### [Work order]
Scan the material for the string "this" and copy out every line in which it occurs.

***

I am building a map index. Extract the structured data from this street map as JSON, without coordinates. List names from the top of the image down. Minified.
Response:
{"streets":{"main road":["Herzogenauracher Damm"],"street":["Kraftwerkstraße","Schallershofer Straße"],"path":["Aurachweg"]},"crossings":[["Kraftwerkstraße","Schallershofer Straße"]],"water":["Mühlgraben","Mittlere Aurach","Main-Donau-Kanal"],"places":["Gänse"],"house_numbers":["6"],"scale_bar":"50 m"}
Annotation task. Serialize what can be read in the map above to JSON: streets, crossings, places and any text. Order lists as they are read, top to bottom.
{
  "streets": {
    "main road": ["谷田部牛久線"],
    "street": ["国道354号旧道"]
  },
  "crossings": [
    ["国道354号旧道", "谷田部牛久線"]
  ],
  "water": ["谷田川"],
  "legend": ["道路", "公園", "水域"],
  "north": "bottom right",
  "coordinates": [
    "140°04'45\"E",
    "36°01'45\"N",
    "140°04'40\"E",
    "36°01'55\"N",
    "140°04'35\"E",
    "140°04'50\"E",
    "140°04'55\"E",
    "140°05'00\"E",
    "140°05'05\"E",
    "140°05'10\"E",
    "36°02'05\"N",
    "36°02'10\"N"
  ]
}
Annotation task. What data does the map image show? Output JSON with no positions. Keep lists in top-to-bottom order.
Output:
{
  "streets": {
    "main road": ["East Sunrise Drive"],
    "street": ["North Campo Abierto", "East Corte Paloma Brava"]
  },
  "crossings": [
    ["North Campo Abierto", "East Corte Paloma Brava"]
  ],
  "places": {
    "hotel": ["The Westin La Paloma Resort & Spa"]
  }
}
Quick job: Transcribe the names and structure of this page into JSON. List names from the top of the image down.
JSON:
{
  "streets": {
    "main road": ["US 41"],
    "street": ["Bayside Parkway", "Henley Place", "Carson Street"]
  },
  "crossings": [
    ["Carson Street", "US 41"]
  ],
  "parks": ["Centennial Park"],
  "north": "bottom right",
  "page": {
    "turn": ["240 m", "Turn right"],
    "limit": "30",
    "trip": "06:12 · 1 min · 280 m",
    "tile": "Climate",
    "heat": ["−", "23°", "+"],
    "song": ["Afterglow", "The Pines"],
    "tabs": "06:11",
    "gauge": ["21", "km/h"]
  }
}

***

### [Task result]
I am building a map index. Extract the structured data from this street map as JSON, without coordinates. List names from the top of the image down. Minified.
Quick job: Transcribe the names and structure of this page into JSON. List names from the top of the image down.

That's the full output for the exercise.